Chicago ward politics came into play this week when the White House admitted that Chief of Staff Rahm Emanuel recruited former President Bill Clinton to offer an alleged “unpaid presidential advisory role” to Rep. Joe Sestak if he didn’t run against White House-backed Sen. Arlen Specter in the Pennsylvania Democratic Senate primary.  Sestak turned down the offer and went on to defeat Specter in the primary last week.

The federal bribery statute, 18 USC Section 201 makes it a crime to “corruptly . . . give, offer, or promise . . . anything of value . . . to a public official . . . with intent to influence” that official in “an official act.”

The serious question here is whether this is an impeachable offense?

The White House says not.  Waiting until a Friday before a Memorial Day weekend, a sleazy tactic hoping the controversial news would get lost in a holiday weekend,  White House Counsel Robert Bauer, said the act was none other than Bill Clinton who offered Sestak not the position  of Secretary of the Navy as some have alleged, but rather an unpaid, advisory position if he would stay in his job as a congressman and decline to take on Sen. Specter in the primary.

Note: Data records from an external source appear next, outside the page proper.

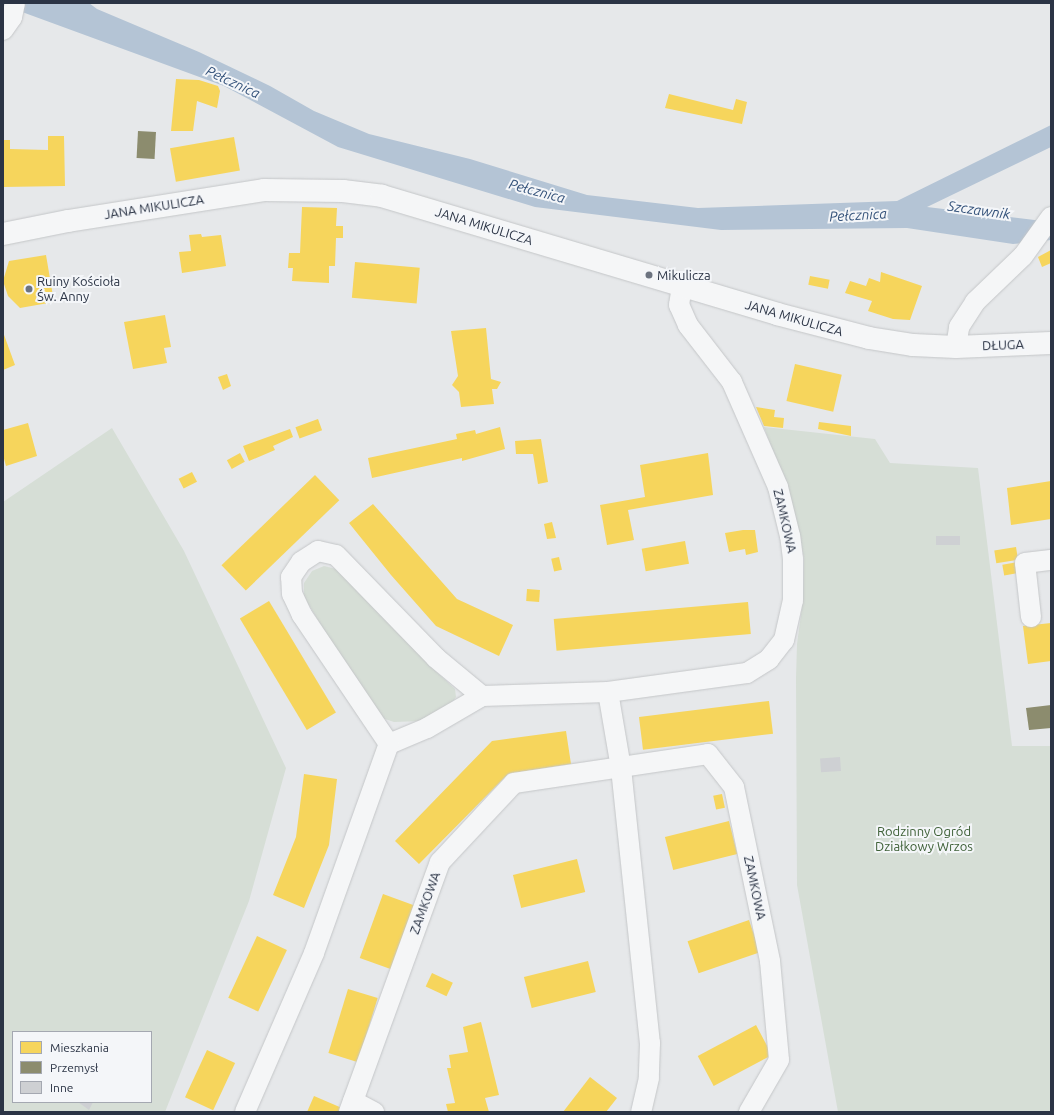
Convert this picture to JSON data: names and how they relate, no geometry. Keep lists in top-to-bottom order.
{
  "streets": {
    "street": ["JANA MIKULICZA", "DŁUGA", "ZAMKOWA"]
  },
  "crossings": [
    ["JANA MIKULICZA", "DŁUGA"],
    ["JANA MIKULICZA", "ZAMKOWA"]
  ],
  "water": ["Pełcznica", "Szczawnik"],
  "parks": ["Rodzinny Ogród Działkowy Wrzos"],
  "places": ["Mikulicza", "Ruiny Kościoła Św. Anny"],
  "legend": ["Mieszkania", "Przemysł", "Inne"]
}
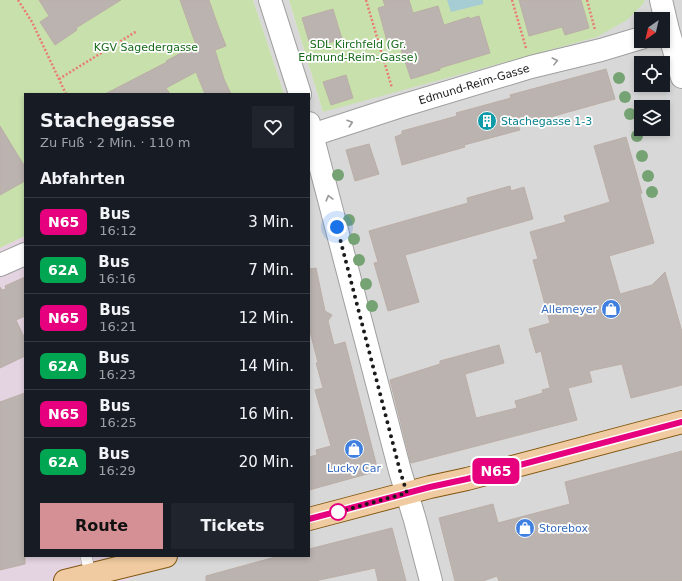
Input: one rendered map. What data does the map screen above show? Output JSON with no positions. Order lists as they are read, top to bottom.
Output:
{
  "streets": {
    "street": ["Edmund-Reim-Gasse"]
  },
  "one_way": ["Edmund-Reim-Gasse"],
  "parks": ["SDL Kirchfeld (Gr. Edmund-Reim-Gasse)", "KGV Sagedergasse"],
  "places": {
    "building": ["Stachegasse 1-3"],
    "shop": ["Allemeyer", "Lucky Car", "Storebox"]
  },
  "lines": ["bus line N65"],
  "north": "bottom left",
  "page": {
    "on_map": "N65",
    "heading": [
      ["Stachegasse", "Zu Fuß · 2 Min. · 110 m"],
      "Abfahrten"
    ],
    "list": [
      {
        "mark": "N65",
        "name": "Bus",
        "note": "16:12",
        "value": "3 Min."
      },
      {
        "mark": "62A",
        "name": "Bus",
        "note": "16:16",
        "value": "7 Min."
      },
      {
        "mark": "N65",
        "name": "Bus",
        "note": "16:21",
        "value": "12 Min."
      },
      {
        "mark": "62A",
        "name": "Bus",
        "note": "16:23",
        "value": "14 Min."
      },
      {
        "mark": "N65",
        "name": "Bus",
        "note": "16:25",
        "value": "16 Min."
      },
      {
        "mark": "62A",
        "name": "Bus",
        "note": "16:29",
        "value": "20 Min."
      }
    ],
    "buttons": ["Route", "Tickets"]
  }
}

Now it is clear by previous actions and statements by President Obama that he thinks the citizens of this country are fools.

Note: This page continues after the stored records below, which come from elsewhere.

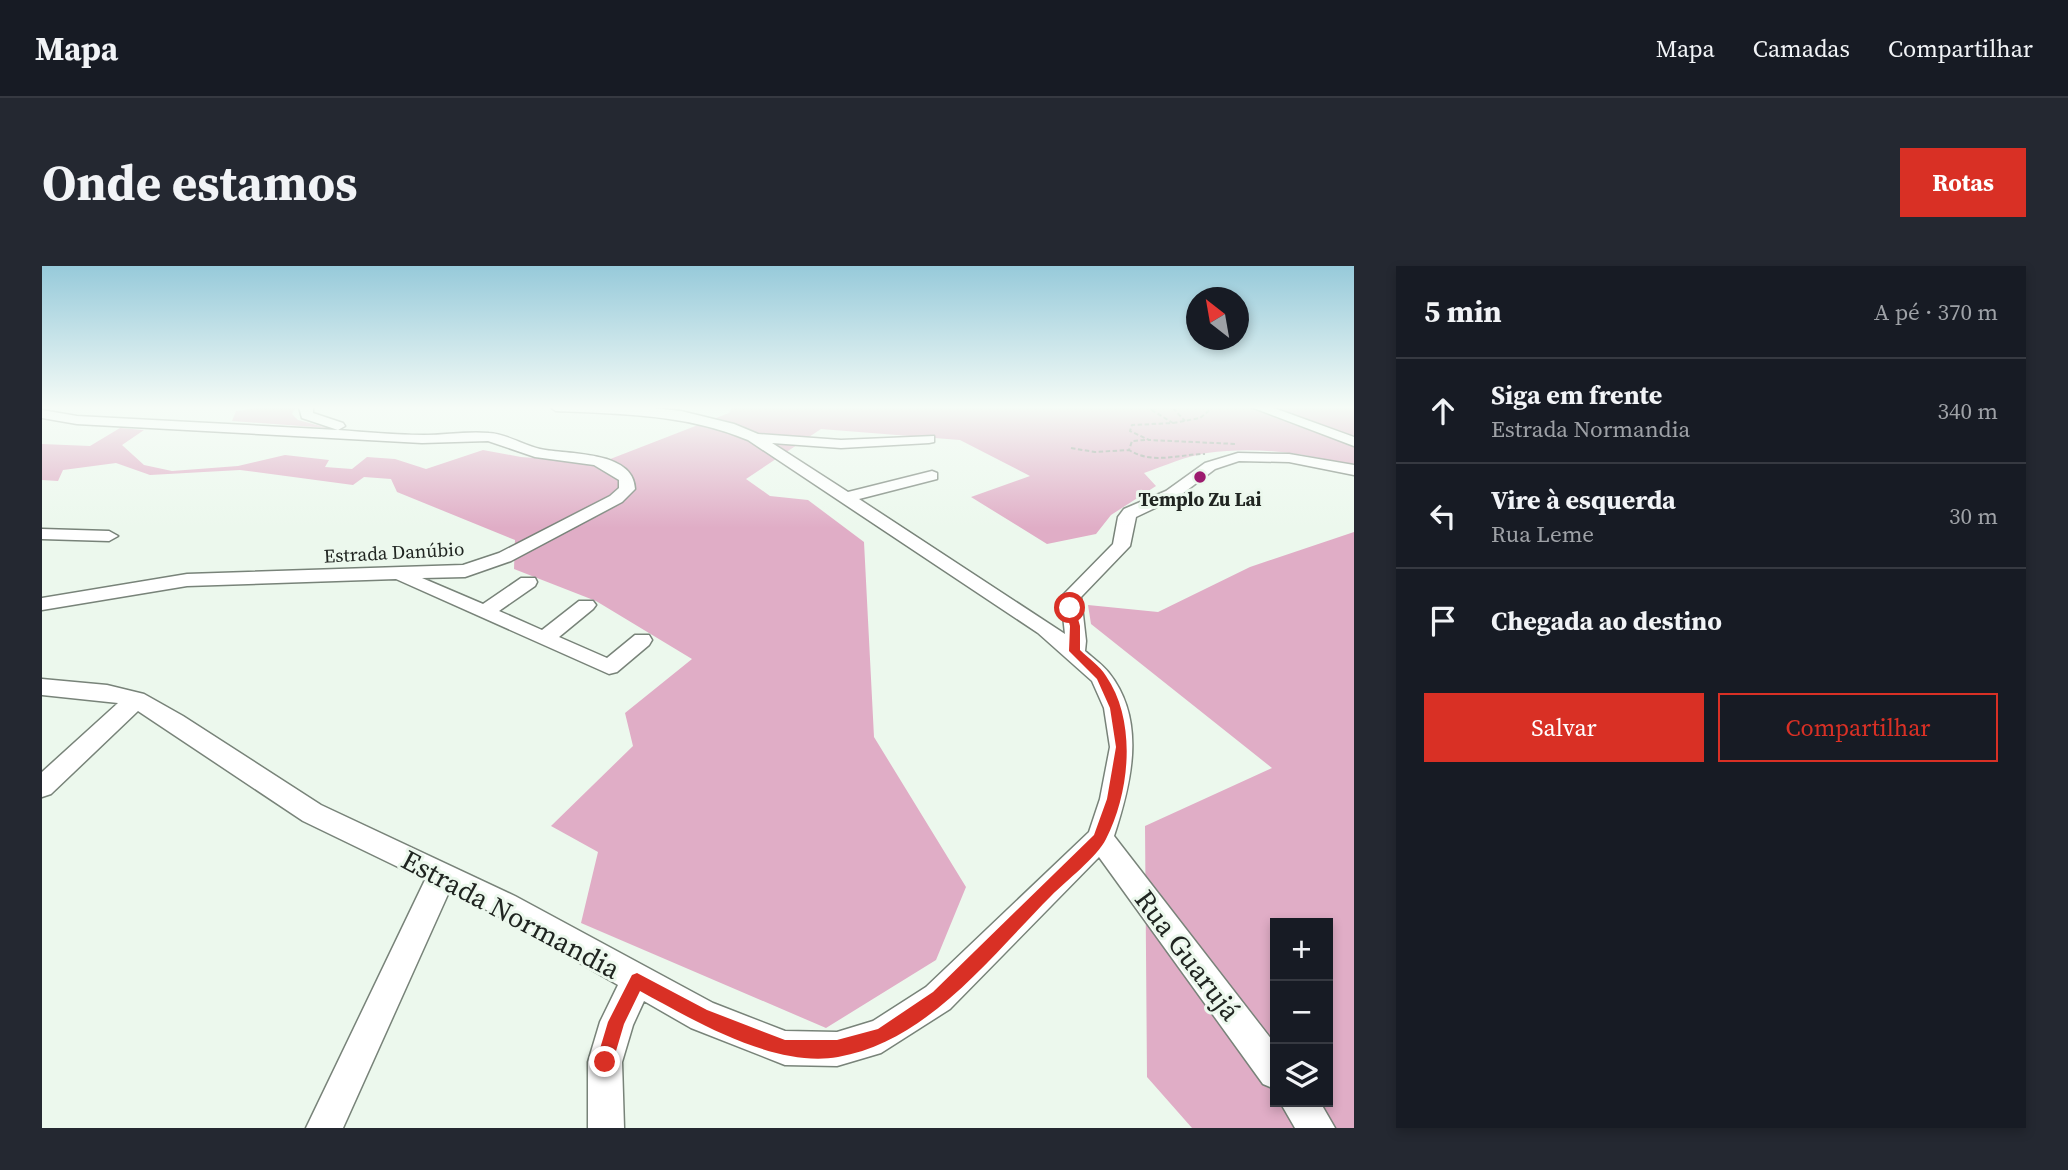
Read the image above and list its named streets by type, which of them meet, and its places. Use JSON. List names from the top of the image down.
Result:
{
  "streets": {
    "street": ["Estrada Danúbio", "Estrada Normandia", "Rua Guarujá"]
  },
  "crossings": [
    ["Estrada Normandia", "Rua Guarujá"]
  ],
  "places": ["Templo Zu Lai"],
  "north": "top left",
  "page": {
    "header": "Mapa",
    "nav": ["Mapa", "Camadas", "Compartilhar"],
    "buttons": [
      "Rotas",
      ["Salvar", "Compartilhar"]
    ],
    "title": "Onde estamos",
    "heading": ["5 min", "A pé · 370 m"],
    "list": [
      ["Siga em frente", "Estrada Normandia", "340 m"],
      ["Vire à esquerda", "Rua Leme", "30 m"],
      "Chegada ao destino"
    ],
    "map_buttons": ["+", "−"]
  }
}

The carefully selected words of the White House Counsel are meant to dodge the law in some form of legal manipulation.

Furthermore who would think that Emanuel, who is not unaccustomed to hard nose back room horse trading, would not have discussed this ploy with Obama and receive his approval to approach his former boss, Bill Clinton to make an offer of some kind to Sestak?

Remember it was Emanuel who admitted to talking to former Gov. Rod Blagojevich about the type of person who should replace the president in the Senate.  Blagojevich was later ousted amid a federal corruption investigation alleging he was trying to sell Obama’s Senate seat to the highest bidder.  However, no one in the Obama administration was implicated – yet!

And is it really plausible to think that an administration would pick a former president to offer Sestak ‘an unpaid, advisory position’ to not run against Specter?

Now the unpaid, advisory position to the president is apparently the legal dodge to argue that it is not “anything of value” as the law describes bribery.

However, I will leave that to the lawyers to debate in the court of law.

But in the court of public opinion the Obama administration is loosing day by day as his approval rating of 42 % demonstrates, and this Chicago style politics is but one more nail in the coffin of Obama’s public image and failed promises.

Is this the same man that promised to bring ethics and transparency to beltway politics?

No, these are just two kids we took out of Chicago, but you can’t take Chicago out of these two kids.